**DATA IN THIS EXERCISE**
^^^^^^^^

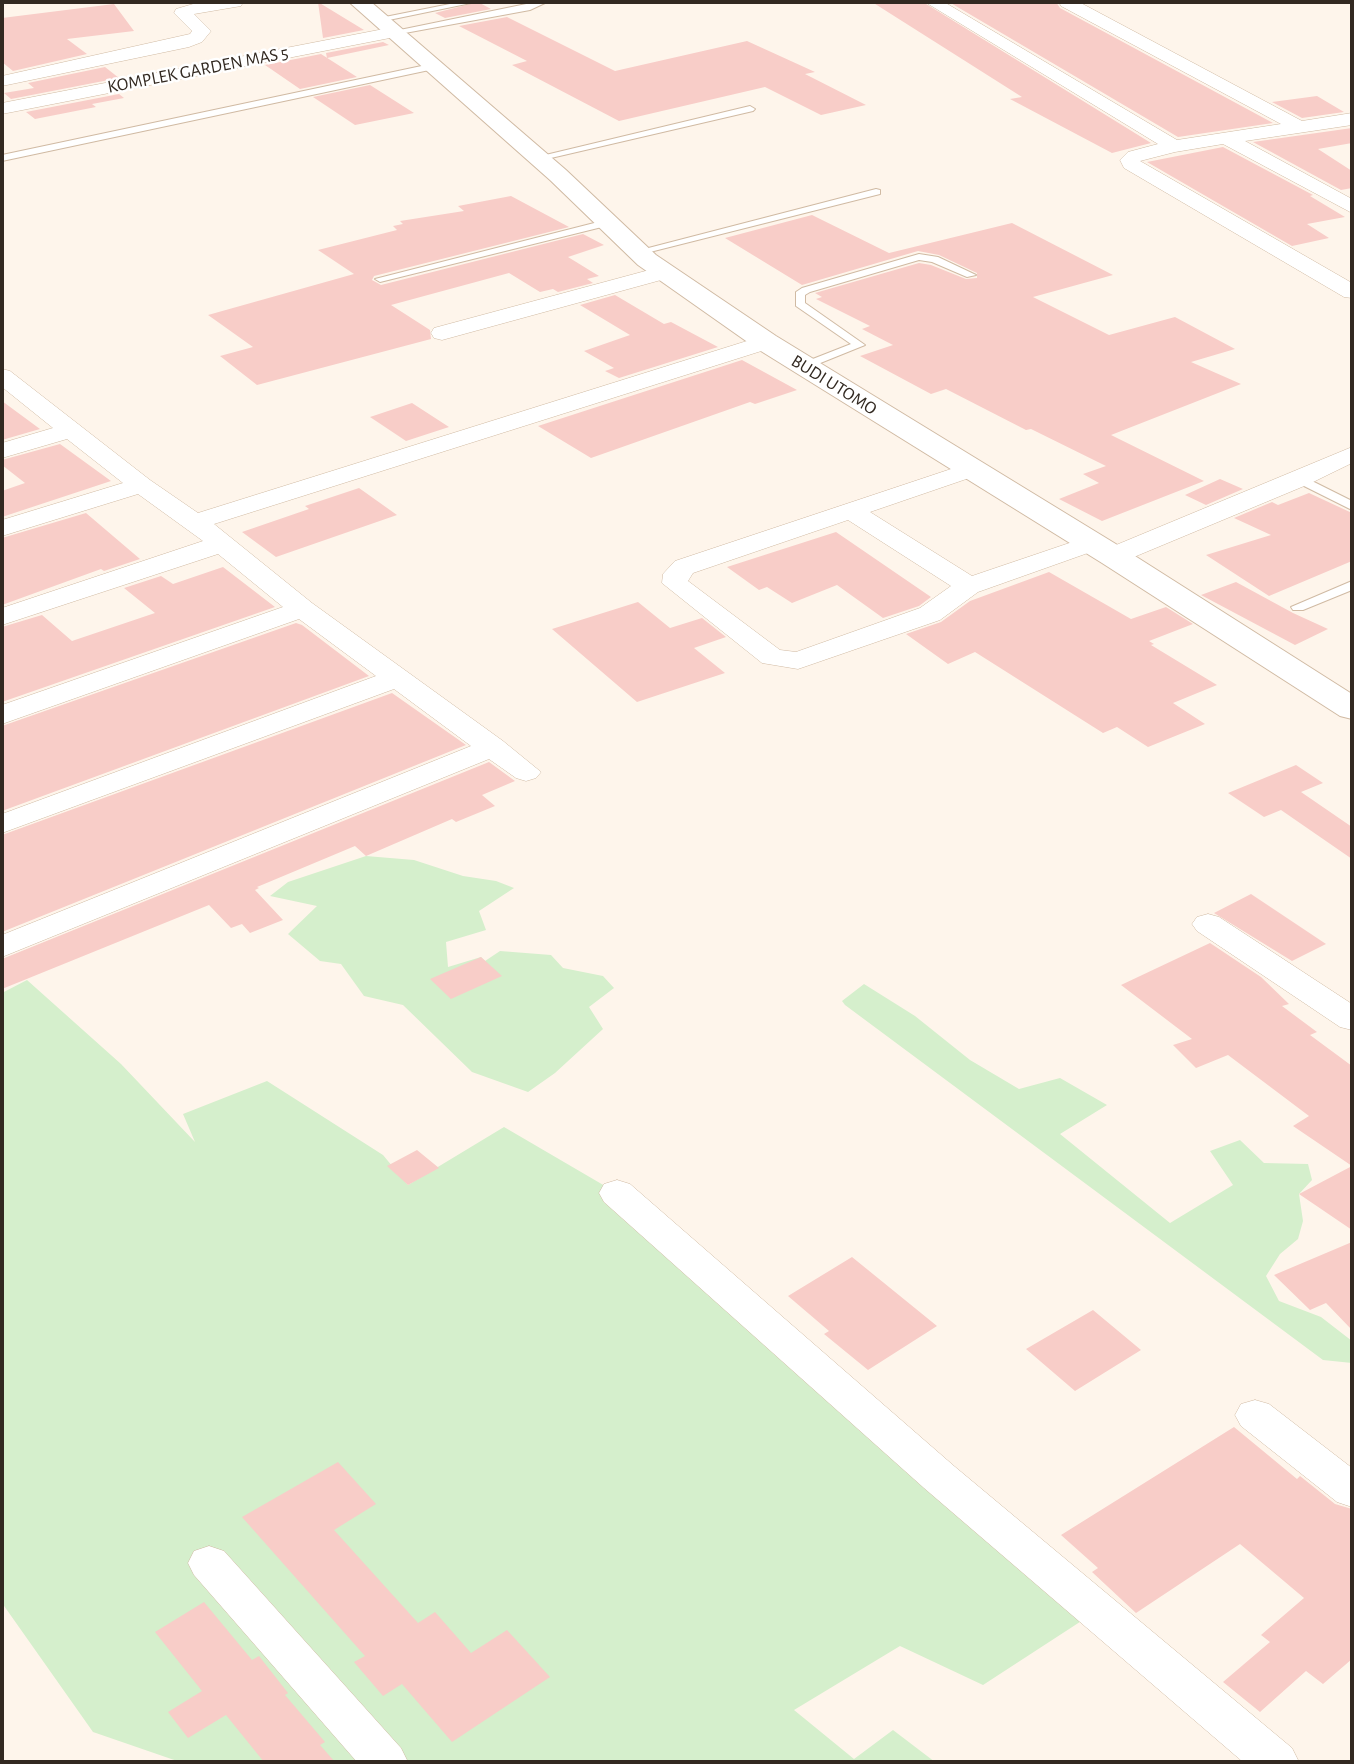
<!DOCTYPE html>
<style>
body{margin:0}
#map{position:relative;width:1354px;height:1764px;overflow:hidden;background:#fef5eb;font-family:"Alegreya Sans",sans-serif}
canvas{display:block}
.frame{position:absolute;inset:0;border:4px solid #322921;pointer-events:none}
</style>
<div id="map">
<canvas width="1354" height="1764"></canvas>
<div class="frame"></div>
</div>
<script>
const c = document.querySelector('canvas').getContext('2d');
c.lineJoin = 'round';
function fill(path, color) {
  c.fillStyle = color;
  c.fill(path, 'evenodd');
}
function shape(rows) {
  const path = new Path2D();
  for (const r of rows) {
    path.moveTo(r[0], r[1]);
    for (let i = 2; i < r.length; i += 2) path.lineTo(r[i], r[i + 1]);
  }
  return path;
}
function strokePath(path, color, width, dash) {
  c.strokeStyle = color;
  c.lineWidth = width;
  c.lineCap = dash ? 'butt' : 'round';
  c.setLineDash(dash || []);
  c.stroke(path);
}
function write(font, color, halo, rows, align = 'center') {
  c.font = font + ' "Alegreya Sans",sans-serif';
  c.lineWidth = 5;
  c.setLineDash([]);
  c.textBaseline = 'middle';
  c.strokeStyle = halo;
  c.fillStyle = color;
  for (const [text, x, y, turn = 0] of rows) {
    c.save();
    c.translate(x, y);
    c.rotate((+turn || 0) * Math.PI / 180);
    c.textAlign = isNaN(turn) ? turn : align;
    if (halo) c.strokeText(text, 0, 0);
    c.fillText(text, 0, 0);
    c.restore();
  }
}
fill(shape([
 [366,856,414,860,463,876,496,881,514,888,479,911,486,930,446,942,448,967,481,957,485,961,500,951,551,955,563,968,603,976,614,988,589,1007,603,1029,555,1073,528,1092,472,1072,403,1005,364,996,341,964,320,961,288,934,317,906,270,896,288,882],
 [27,980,121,1064,195,1142,183,1114,267,1081,383,1155,408,1185,504,1127,617,1193,1086,1618,983,1685,900,1646,794,1710,854,1759,893,1730,935,1762,180,1762,93,1732,2,1603,2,993],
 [864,984,915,1016,970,1060,1019,1089,1060,1078,1107,1105,1060,1134,1170,1223,1233,1185,1210,1151,1240,1140,1264,1163,1308,1164,1312,1180,1299,1194,1303,1221,1298,1239,1280,1254,1266,1276,1279,1301,1321,1317,1352,1341,1352,1363,1323,1360,845,1005,842,1001]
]), '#d5efcc');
fill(shape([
 [318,2,364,30,323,38],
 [478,2,491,9,445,18,435,13],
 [872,2,923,2,1151,143,1112,153,1010,99,1022,97],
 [949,2,1056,2,1060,8,1273,123,1178,137],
 [114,4,134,31,67,39,87,54,13,71,2,62,2,18],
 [507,17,615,71,747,41,815,72,805,74,866,105,821,115,765,87,619,121,512,65,527,61,459,26],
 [383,42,389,45,327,58,326,53],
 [321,54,357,77,300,89,265,65],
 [105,67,119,78,11,99,4,93,34,88,28,83],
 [370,85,414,113,355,125,313,97],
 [119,94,124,98,92,104,96,107,35,119,26,112],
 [1317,96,1344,112,1302,118,1272,102],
 [1352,128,1352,143,1318,149,1352,171,1352,188,1341,190,1253,142],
 [1223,147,1313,195,1310,196,1345,217,1307,224,1329,238,1292,246,1147,162],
 [511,196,569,227,374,276,372,280,381,285,583,234,604,245,568,257,599,276,587,279,593,283,558,292,553,289,540,292,509,273,391,305,430,330,431,339,257,385,220,356,253,347,208,315,354,274,318,250,397,230,393,226,403,224,400,221,464,211,458,206],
 [812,215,889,253,1012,223,1113,275,1033,297,1109,335,1175,317,1235,349,1191,362,1241,384,1111,435,1204,481,1102,521,1059,499,1099,483,1083,474,1106,466,1031,429,1026,430,946,389,931,394,860,356,893,345,862,329,870,326,816,299,822,297,815,293,919,263,931,265,966,279,977,278,977,273,939,255,918,251,802,285,725,238],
 [615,295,664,324,671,322,718,347,619,378,605,371,614,368,584,351,630,335,580,305],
 [742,360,797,390,755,404,750,402,591,458,538,426],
 [2,401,40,429,2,440],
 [412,403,449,427,406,441,370,417],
 [60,444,111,481,2,517,2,491,25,483,2,465,2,460],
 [1220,479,1243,489,1206,505,1185,495],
 [359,488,397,515,276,557,242,532,309,509,305,506],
 [1309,493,1352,513,1352,561,1269,596,1206,555,1271,535,1234,518,1272,502,1278,505],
 [86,513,140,559,104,571,101,569,2,605,2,538],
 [836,532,931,597,919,606,883,618,837,585,792,603,767,587,759,590,727,567],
 [223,567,275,607,2,702,2,627,42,615,72,641,155,613,124,588,161,576,173,584],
 [1049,572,1131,619,1166,607,1193,624,1149,641,1154,644,1151,645,1217,685,1173,703,1205,724,1148,747,1117,727,1103,733,975,652,948,664,906,634,941,622,970,601],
 [1236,582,1293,613,1328,629,1295,645,1201,595],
 [638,602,670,628,702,618,726,637,694,648,725,673,637,702,552,629],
 [296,623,302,625,369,676,2,811,2,726],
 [392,693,466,745,2,932,2,835],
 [489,762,515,781,482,795,495,806,456,822,452,819,366,856,355,846,257,887,259,888,255,890,283,920,250,933,242,924,231,928,209,905,2,989,2,959],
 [1296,765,1323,783,1301,792,1352,827,1352,859,1281,810,1264,817,1228,793],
 [1251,894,1326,944,1292,961,1214,913],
 [1210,943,1261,977,1289,1004,1282,1006,1317,1032,1310,1035,1352,1066,1352,1166,1293,1126,1309,1116,1228,1055,1196,1068,1173,1045,1192,1039,1121,985],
 [481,957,502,976,451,999,430,979],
 [417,1150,439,1168,408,1185,387,1166],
 [1352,1166,1352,1230,1299,1194],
 [1352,1242,1352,1330,1326,1303,1310,1310,1274,1275],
 [852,1257,937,1326,868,1370,824,1334,829,1331,788,1296],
 [1093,1310,1141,1350,1075,1391,1026,1349],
 [1234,1427,1297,1479,1300,1476,1335,1504,1352,1509,1352,1659,1323,1684,1306,1671,1260,1712,1223,1682,1270,1642,1261,1635,1304,1598,1240,1544,1136,1613,1092,1572,1098,1568,1061,1535],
 [338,1462,376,1504,334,1530,418,1623,435,1612,471,1653,507,1630,550,1677,452,1742,402,1684,383,1696,354,1662,365,1656,242,1517],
 [204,1602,252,1660,259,1656,288,1693,285,1695,325,1742,320,1745,335,1762,264,1762,226,1715,188,1738,168,1712,202,1691,155,1632]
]), '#f8cdc8');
const service = shape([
 [460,2,476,2,379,22,375,19,460,2],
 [536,2,547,2,530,10,394,35,390,32,536,2],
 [431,64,435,67,434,69,2,161,2,155,431,64],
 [750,106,755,109,753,111,538,161,533,158,750,106],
 [876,189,880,190,880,194,638,255,633,252,876,189],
 [606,220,610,221,610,225,380,282,375,279,606,220],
 [919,254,938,257,976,275,967,277,932,262,919,260,810,292,805,295,805,303,865,345,808,368,800,368,800,364,851,344,796,306,796,292,802,288,919,254],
 [1300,475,1352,501,1352,510,1296,482,1294,479,1300,475],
 [1352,581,1352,590,1303,610,1293,610,1291,607,1352,581]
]);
const minor = shape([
 [200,2,243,2,241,6,194,14,211,31,202,42,189,47,2,86,2,76,190,34,192,31,174,13,176,9,200,2],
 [925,2,944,2,1177,140,1281,124,1061,6,1059,2,1079,2,1302,121,1352,113,1352,125,1245,141,1352,199,1352,213,1223,144,1175,152,1140,161,1352,283,1352,298,1344,297,1124,168,1120,160,1128,152,1158,144,925,2],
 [394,27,403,32,400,36,2,114,2,103,394,27],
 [664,266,672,267,675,272,672,277,442,340,434,338,431,333,434,328,664,266],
 [766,335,774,337,777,342,774,347,214,524,312,603,503,741,541,772,536,778,526,781,516,778,489,759,2,957,2,935,471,746,394,689,2,833,2,814,376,676,299,619,2,724,2,705,283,607,218,554,2,625,2,608,203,541,138,494,2,536,2,520,123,483,67,439,2,458,2,443,53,428,2,387,2,369,10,371,150,480,198,513,766,335],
 [1352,447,1352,463,1309,484,1122,562,1113,564,1104,562,1100,556,1104,550,1352,447],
 [969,463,978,465,981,470,978,475,870,512,972,576,1093,535,1102,538,1106,543,1102,548,978,592,940,620,798,669,762,663,662,583,663,574,675,561,969,463],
 [848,520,951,586,920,608,796,652,780,650,688,581,693,573,848,520],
 [1208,914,1219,917,1352,1004,1352,1030,1340,1027,1197,931,1192,924,1197,917,1208,914],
 [617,1180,630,1184,954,1466,1292,1748,1299,1762,1243,1762,924,1488,604,1202,599,1193,604,1184,617,1180],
 [1255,1400,1269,1404,1352,1468,1352,1507,1337,1502,1241,1426,1235,1415,1241,1404,1255,1400],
 [209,1546,224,1551,401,1748,408,1762,357,1762,194,1575,188,1563,194,1551,209,1546]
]);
const tertiary = shape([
 [349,2,371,2,566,170,656,255,776,336,1124,549,1352,694,1352,719,1340,716,1102,563,756,348,638,265,550,180,349,2]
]);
strokePath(service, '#d0baa3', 2);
strokePath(minor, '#d0baa3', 1);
strokePath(tertiary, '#d0baa3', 2);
fill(service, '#fff');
fill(minor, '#fff');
fill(tertiary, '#fff');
write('18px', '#322921', '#fff', [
 ["KOMPLEK GARDEN MAS 5",198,70,-11],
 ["BUDI UTOMO",834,385,32]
]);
</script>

^^^^^^^^

Check each line above for the string "strokeStyle" and copy the ones that have it.

**ANSWER FOR THIS EXERCISE**
  c.strokeStyle = color;
  c.strokeStyle = halo;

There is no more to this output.